Das war vor Deinem Tod.

Dezennien her: Ich mußte Dich begraben.
Du wolltest sehr, das SEHR zu wild,
und alle Sterne, alle Himmel haben.
Ich war zu klein, dein Durst blieb ungestillt:
Ich mußte Dich zu früh begraben.
Dies alles ist doch m e i n e liebe Not!
Wann bleibst Du endlich tot?


Ich hoffe, nirgendwo deine Intentionen verletzt zu haben. Ein sehr schönes Gedicht! Du solltest wirklich mal eine "Mappe der Besten" anlegen! ;)

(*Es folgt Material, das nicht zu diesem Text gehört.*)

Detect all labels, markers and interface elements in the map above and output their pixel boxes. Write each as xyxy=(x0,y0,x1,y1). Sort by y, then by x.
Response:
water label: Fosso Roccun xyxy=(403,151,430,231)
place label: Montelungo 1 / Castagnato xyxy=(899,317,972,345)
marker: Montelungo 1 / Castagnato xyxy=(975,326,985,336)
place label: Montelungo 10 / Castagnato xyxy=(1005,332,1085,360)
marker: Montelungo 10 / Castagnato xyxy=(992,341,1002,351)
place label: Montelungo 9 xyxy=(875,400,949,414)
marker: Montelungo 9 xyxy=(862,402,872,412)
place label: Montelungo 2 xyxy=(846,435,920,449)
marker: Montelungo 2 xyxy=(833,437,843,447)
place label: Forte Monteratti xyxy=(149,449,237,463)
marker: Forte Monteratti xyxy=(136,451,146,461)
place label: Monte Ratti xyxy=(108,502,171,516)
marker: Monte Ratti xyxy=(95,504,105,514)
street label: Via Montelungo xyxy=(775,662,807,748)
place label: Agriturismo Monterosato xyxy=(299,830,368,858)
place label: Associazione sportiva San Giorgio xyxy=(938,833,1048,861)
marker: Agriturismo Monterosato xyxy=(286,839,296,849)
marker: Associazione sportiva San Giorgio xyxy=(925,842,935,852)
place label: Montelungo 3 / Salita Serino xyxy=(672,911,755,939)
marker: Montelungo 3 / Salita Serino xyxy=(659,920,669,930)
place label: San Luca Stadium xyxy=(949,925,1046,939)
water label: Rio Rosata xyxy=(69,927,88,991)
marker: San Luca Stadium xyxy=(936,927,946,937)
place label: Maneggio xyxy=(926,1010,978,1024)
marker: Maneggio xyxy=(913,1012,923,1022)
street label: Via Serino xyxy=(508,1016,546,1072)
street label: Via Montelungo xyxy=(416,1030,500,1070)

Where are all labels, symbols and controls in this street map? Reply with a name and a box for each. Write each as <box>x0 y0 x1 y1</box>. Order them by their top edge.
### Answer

Allergernst gelesen und bearbeitet!

LG, eKy


« Letzte Änderung: September 04, 2014, 17:32:57 von Erich Kykal »
Ironie: Ich halte euch einen Spiegel vor, damit wir herzlich lachen können.
Sarkasmus: Ich halte euch einen Spiegel vor, weil ich von euch enttäuscht bin.
Zynismus: Ich halte euch einen Spiegel vor, aber ich glaube nicht mehr an euch.

gummibaum

Re:Mit Leid los
« Antwort #2 am: September 04, 2014, 20:50:39 »
Hallo Cyparis,

das Gedicht macht den Eindruck eines Tanzes durch die Erinnerungen, und der Leser geht alle die Schritte wie von einer Melodie bewegt durch die vier Strophen mit, bis ihn am Ende das Gewicht der letzten Verse zu Boden reißt. Die Überarbeitung von Erich nimmt gelegentliche Stolperschritte gekonnt heraus.

Sehr gern gelesen.

LG gummibaum

cyparis

Re:Mit Leid los
« Antwort #3 am: September 04, 2014, 22:56:43 »
Lieber Erich -

lediglich die "liebe Not" ist mir zu zahm.
Meine liebe Not kann ich mit ungebärdigen Kindern oder widerspenstigen Wurzeln im Garten haben.
Aber in einer tragischen, letzten Endes todgeweihten Beziehung?
Eher nicht.


Vorerst lieben Gruß
von
Cyparis
Der Schönheit treu ergeben
(Lady Anne von Camster & Glencairn)
copyright auf alle Texte

Erich Kykal

Re:Mit Leid los
« Antwort #4 am: September 04, 2014, 23:58:54 »
Na, dann so: "Dies ist doch alles einzig m e i n e Not."

LG, eKy
Ironie: Ich halte euch einen Spiegel vor, damit wir herzlich lachen können.
Sarkasmus: Ich halte euch einen Spiegel vor, weil ich von euch enttäuscht bin.
Zynismus: Ich halte euch einen Spiegel vor, aber ich glaube nicht mehr an euch.

cyparis

Re:Mit Leid los
« Antwort #5 am: September 21, 2014, 22:52:08 »
Lieber Erich,

ich bin erst jetzt auf Deine gefälligere Version gestoßen.
Ich stelle sie unter mein Original.

Hab Dank!

von
Cyparis
Der Schönheit treu ergeben
(Lady Anne von Camster & Glencairn)
copyright auf alle Texte

charis

  • Gast
Re:Mit Leid los
« Antwort #6 am: September 22, 2014, 21:56:05 »
Liebe Cyparis,

Ich kann nur wieder sagen, große Lyra!  Für mich sehr ungewohnt antiquiert, aber keinesfalls in
einem negativen Sinne, ganz im Gegenteil, ich mache eine Zeitreise.
Es gefällt mir, auch wie du sozusagen "Altes" mit "Neuem" vermischt.  Aber das nur am Rande.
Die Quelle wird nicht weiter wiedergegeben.